**PROBLEM STATEMENT:**
Check each line of the listing below for the string "lists", then give only the number of lines where it occurs.

**INFORMATION:**
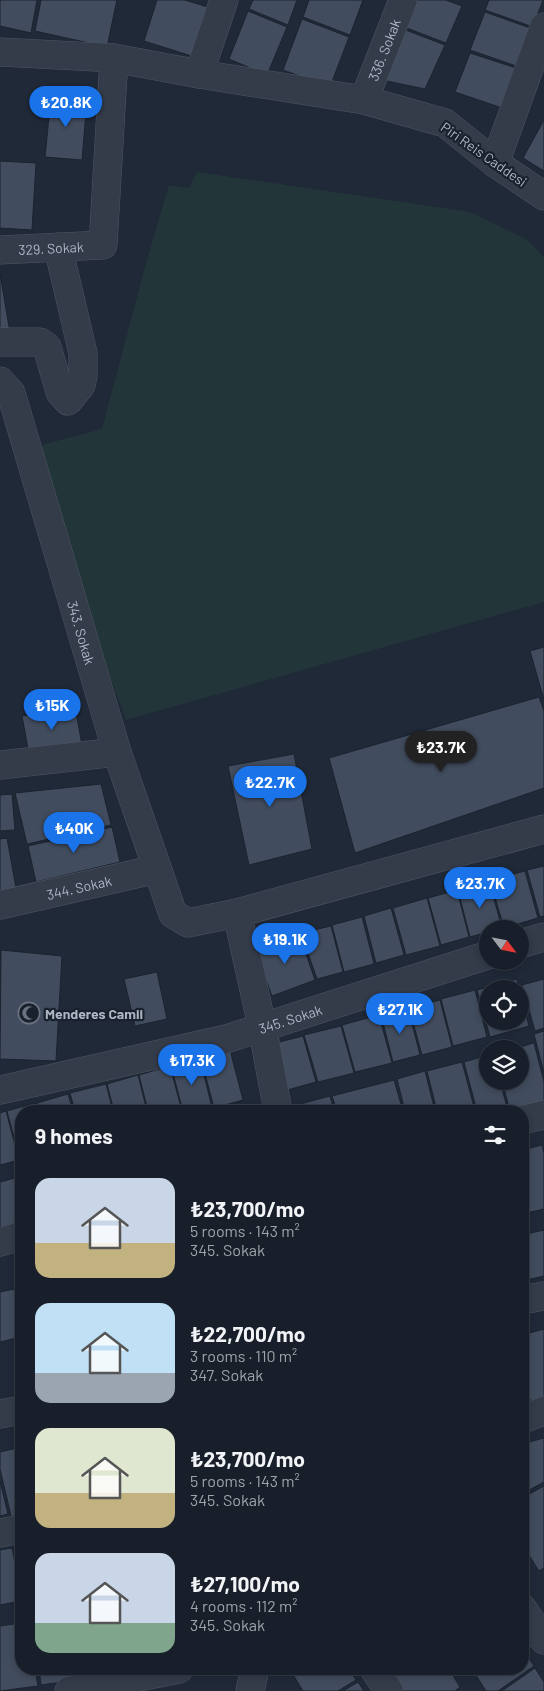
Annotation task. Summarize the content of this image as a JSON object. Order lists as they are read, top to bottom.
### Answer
---
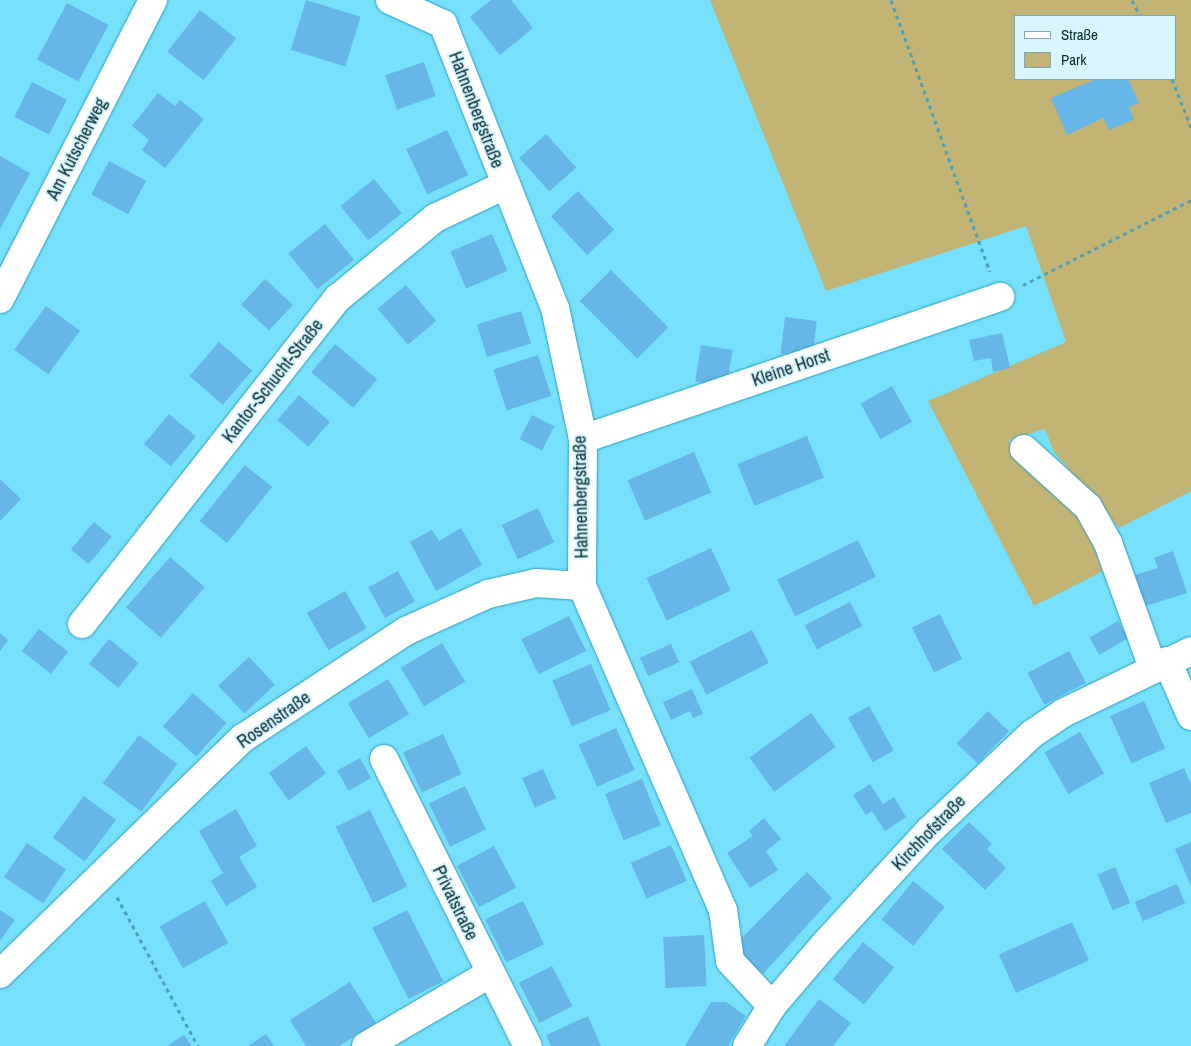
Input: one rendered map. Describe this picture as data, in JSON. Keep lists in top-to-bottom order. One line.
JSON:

**TASK SOLUTION:**
2